Start of EXERCISE INPUTS
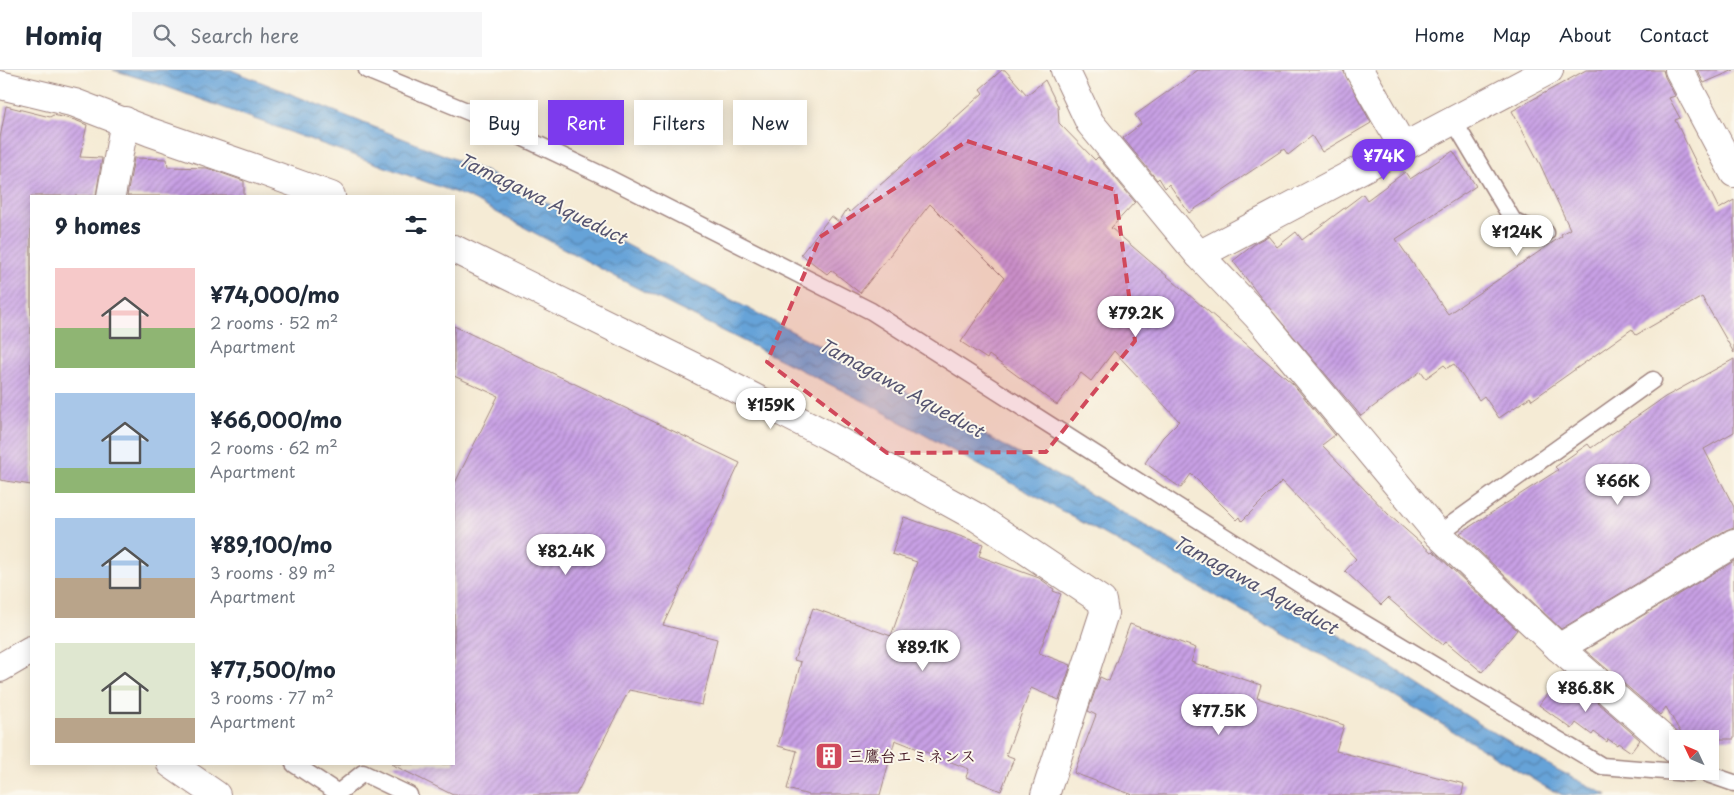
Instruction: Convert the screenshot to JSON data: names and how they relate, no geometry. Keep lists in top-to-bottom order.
{
  "water": ["Tamagawa Aqueduct"],
  "places": {
    "building": ["三鷹台エミネンス"]
  },
  "north": "top left",
  "page": {
    "header": "Homiq",
    "search": "Search here",
    "nav": [
      "Home",
      "Map",
      "About",
      "Contact"
    ],
    "chip": [
      "Buy",
      "Rent",
      "Filters",
      "New"
    ],
    "price": [
      "¥74K",
      "¥124K",
      "¥79.2K",
      "¥159K",
      "¥66K",
      "¥82.4K",
      "¥89.1K",
      "¥86.8K",
      "¥77.5K"
    ],
    "heading": "9 homes",
    "list": [
      {
        "name": "¥74,000/mo",
        "note": "2 rooms · 52 m² · Apartment"
      },
      {
        "name": "¥66,000/mo",
        "note": "2 rooms · 62 m² · Apartment"
      },
      {
        "name": "¥89,100/mo",
        "note": "3 rooms · 89 m² · Apartment"
      },
      {
        "name": "¥77,500/mo",
        "note": "3 rooms · 77 m² · Apartment"
      }
    ]
  }
}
End of EXERCISE INPUTS
*EXERCISE DETAILS*
The data above, line by line: transcribe it exactly and drop the pictures.

*ANSWER TO THE EXERCISE*
Instruction: Convert the screenshot to JSON data: names and how they relate, no geometry. Keep lists in top-to-bottom order.
{
  "water": ["Tamagawa Aqueduct"],
  "places": {
    "building": ["三鷹台エミネンス"]
  },
  "north": "top left",
  "page": {
    "header": "Homiq",
    "search": "Search here",
    "nav": [
      "Home",
      "Map",
      "About",
      "Contact"
    ],
    "chip": [
      "Buy",
      "Rent",
      "Filters",
      "New"
    ],
    "price": [
      "¥74K",
      "¥124K",
      "¥79.2K",
      "¥159K",
      "¥66K",
      "¥82.4K",
      "¥89.1K",
      "¥86.8K",
      "¥77.5K"
    ],
    "heading": "9 homes",
    "list": [
      {
        "name": "¥74,000/mo",
        "note": "2 rooms · 52 m² · Apartment"
      },
      {
        "name": "¥66,000/mo",
        "note": "2 rooms · 62 m² · Apartment"
      },
      {
        "name": "¥89,100/mo",
        "note": "3 rooms · 89 m² · Apartment"
      },
      {
        "name": "¥77,500/mo",
        "note": "3 rooms · 77 m² · Apartment"
      }
    ]
  }
}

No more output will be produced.